Early returns showed Brendan Boyle winning the Democratic primary in Pennsylvania's 13th District, virtually assuring him of becoming the successor to U.S. Rep. Allyson Schwartz, a fifth-term Democrat who unsuccessfully sought the Democratic nod for governor. The district straddling Philadelphia and Montgomery County is heavily tilted toward Democrats.
Boyle, the only candidate from Philadelphia, benefited from a unique power base: he and his brother, Kevin, are both state representatives whose legislative districts lie within the 13th District. A political committee made up of building-trades unions also aired TV ads supporting his bid.
"From beginning to end ... I was the one candidate that focused on what I call the forgotten middle class, the fact that income inequality is greater today than at any point in our nation's history," Boyle said, "and we need more people in the Capitol who are sensitive to that and work on those problems."
Marjorie Margolies, who got fundraising help from the Clintons, was looking to recapture the 13th District seat she held from 1993 to 1995 before two rounds of redistricting made the district more reliably Democratic. Voters denied her a second term after she cast a crucial vote for then-President Bill Clinton's budget plan that increased taxes on the wealthy.
The other candidates were state Sen. Daylin Leach, a champion of the party's progressive wing; and Dr. Valerie Arkoosh, an obstetric anesthesiologist. Arkoosh topped her rivals in fundraising by taking in more than $1.9 million, even though she was the only candidate in the field with no experience running for elected office.
The seat, one of two open U.S. House seats in Pennsylvania this year, is being vacated in January by Schwartz.
On the Republican side, businessman Carson Dee Adcock defeated retired Air Force Col. Beverly Plosa-Bowser. Adcock sought the seat in 2010 but lost to Schwartz.
The district takes in parts of Philadelphia and Montgomery County. Democrats account for nearly 60 percent of the voters, so a party primary win is likely to ensure success in the Nov. 4 election.
The only other open seat is in the 6th District, which takes in parts of four counties in southeastern Pennsylvania. Six-term Republican Rep. Jim Gerlach is stepping down, and neither the Republican nominee nor the Democrat was opposed in the primary.
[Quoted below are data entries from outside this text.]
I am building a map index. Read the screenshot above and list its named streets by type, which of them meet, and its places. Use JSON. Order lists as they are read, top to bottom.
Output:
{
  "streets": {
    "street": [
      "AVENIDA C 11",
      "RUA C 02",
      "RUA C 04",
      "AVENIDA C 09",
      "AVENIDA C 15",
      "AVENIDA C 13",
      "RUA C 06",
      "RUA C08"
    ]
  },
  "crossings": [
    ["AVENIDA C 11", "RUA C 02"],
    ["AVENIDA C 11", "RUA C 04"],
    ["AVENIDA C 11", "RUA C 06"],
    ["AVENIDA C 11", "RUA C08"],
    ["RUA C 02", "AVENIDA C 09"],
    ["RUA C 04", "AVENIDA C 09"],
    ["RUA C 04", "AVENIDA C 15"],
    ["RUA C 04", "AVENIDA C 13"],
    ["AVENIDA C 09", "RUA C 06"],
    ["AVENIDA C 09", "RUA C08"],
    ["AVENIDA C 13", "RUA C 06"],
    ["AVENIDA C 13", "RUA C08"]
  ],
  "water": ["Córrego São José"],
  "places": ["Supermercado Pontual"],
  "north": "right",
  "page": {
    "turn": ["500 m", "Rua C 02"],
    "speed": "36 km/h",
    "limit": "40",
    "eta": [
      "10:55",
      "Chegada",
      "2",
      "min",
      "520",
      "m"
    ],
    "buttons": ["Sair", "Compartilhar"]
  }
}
Both the former president and former Secretary of State Hillary Clinton appeared at fundraisers for Margolies, a longtime NBC news reporter whose son, Marc Mezvinsky, married Chelsea Clinton in 2010.
In her campaign, Margolies cited her experience working with political leaders as both a congresswoman and founder of a women's rights nonprofit, Women's Campaign International. She said Washington needs new voices because at times, "Congress looks very much like a grade-school playground of unruly children."
Arkoosh, a prominent advocate of President Barack Obama's signature 2010 health care law, was endorsed by The Philadelphia Inquirer. She also benefited from radio ads financed by a political committee of the American Society of Anesthesiologists.
Leach is a leading advocate for liberal causes in the Legislature, including the legalization of marijuana and the repeal of Pennsylvania's ban on same-sex marriage.
Two incumbent members of Congress withstood primary challenges.
Seven-term Republican Rep. Bill Shuster defeated two GOP opponents in the 9th District in south-central Pennsylvania — Art Halvorson, a retired Coast Guard captain who is now a commercial real-estate developer, and Army veteran Travis Schooley.
In the 14th District near Pittsburgh, Democratic Rep. Mike Doyle waged a successful rematch against Janis Brooks, a pastor who heads a social-service agency near Pittsburgh. Doyle, who's seeking his 11th term, also defeated Brooks in the 2012 primary.